» What to do
Would you copy only the lines below, beginning with the one that contains "Convert the map" and running through the last entry line?

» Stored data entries

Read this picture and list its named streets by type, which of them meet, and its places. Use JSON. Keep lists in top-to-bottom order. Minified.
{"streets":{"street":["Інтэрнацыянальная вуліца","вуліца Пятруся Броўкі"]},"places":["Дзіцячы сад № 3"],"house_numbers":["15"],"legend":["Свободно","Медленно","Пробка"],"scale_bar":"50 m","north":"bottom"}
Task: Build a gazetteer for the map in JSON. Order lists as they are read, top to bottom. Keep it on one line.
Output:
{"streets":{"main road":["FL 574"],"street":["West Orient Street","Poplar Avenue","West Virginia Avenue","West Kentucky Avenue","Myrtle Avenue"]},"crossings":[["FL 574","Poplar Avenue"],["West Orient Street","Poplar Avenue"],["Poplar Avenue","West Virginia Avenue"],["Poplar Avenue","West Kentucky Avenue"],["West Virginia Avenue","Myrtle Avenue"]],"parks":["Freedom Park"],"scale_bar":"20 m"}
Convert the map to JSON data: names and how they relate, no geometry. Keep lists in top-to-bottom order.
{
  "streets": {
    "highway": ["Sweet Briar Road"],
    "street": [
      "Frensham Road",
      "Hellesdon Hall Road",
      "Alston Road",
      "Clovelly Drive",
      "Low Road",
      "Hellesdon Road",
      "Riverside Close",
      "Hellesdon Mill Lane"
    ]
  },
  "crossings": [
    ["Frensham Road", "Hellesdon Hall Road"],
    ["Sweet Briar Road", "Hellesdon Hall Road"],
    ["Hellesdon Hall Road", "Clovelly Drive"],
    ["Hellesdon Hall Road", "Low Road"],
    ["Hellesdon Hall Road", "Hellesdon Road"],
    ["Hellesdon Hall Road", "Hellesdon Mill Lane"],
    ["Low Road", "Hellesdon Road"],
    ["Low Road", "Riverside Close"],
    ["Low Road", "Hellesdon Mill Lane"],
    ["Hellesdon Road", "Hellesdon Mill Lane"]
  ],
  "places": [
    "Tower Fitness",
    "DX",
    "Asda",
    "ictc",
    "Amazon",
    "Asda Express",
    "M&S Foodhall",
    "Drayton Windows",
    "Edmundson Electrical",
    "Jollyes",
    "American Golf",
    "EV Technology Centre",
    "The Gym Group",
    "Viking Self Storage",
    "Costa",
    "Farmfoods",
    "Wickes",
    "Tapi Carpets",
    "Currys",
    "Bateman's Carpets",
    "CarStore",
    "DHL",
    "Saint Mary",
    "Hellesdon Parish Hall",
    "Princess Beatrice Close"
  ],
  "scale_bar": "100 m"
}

» Result
Convert the map to JSON data: names and how they relate, no geometry. Keep lists in top-to-bottom order.
{
  "streets": {
    "highway": ["Sweet Briar Road"],
    "street": [
      "Frensham Road",
      "Hellesdon Hall Road",
      "Alston Road",
      "Clovelly Drive",
      "Low Road",
      "Hellesdon Road",
      "Riverside Close",
      "Hellesdon Mill Lane"
    ]
  },
  "crossings": [
    ["Frensham Road", "Hellesdon Hall Road"],
    ["Sweet Briar Road", "Hellesdon Hall Road"],
    ["Hellesdon Hall Road", "Clovelly Drive"],
    ["Hellesdon Hall Road", "Low Road"],
    ["Hellesdon Hall Road", "Hellesdon Road"],
    ["Hellesdon Hall Road", "Hellesdon Mill Lane"],
    ["Low Road", "Hellesdon Road"],
    ["Low Road", "Riverside Close"],
    ["Low Road", "Hellesdon Mill Lane"],
    ["Hellesdon Road", "Hellesdon Mill Lane"]
  ],
  "places": [
    "Tower Fitness",
    "DX",
    "Asda",
    "ictc",
    "Amazon",
    "Asda Express",
    "M&S Foodhall",
    "Drayton Windows",
    "Edmundson Electrical",
    "Jollyes",
    "American Golf",
    "EV Technology Centre",
    "The Gym Group",
    "Viking Self Storage",
    "Costa",
    "Farmfoods",
    "Wickes",
    "Tapi Carpets",
    "Currys",
    "Bateman's Carpets",
    "CarStore",
    "DHL",
    "Saint Mary",
    "Hellesdon Parish Hall",
    "Princess Beatrice Close"
  ],
  "scale_bar": "100 m"
}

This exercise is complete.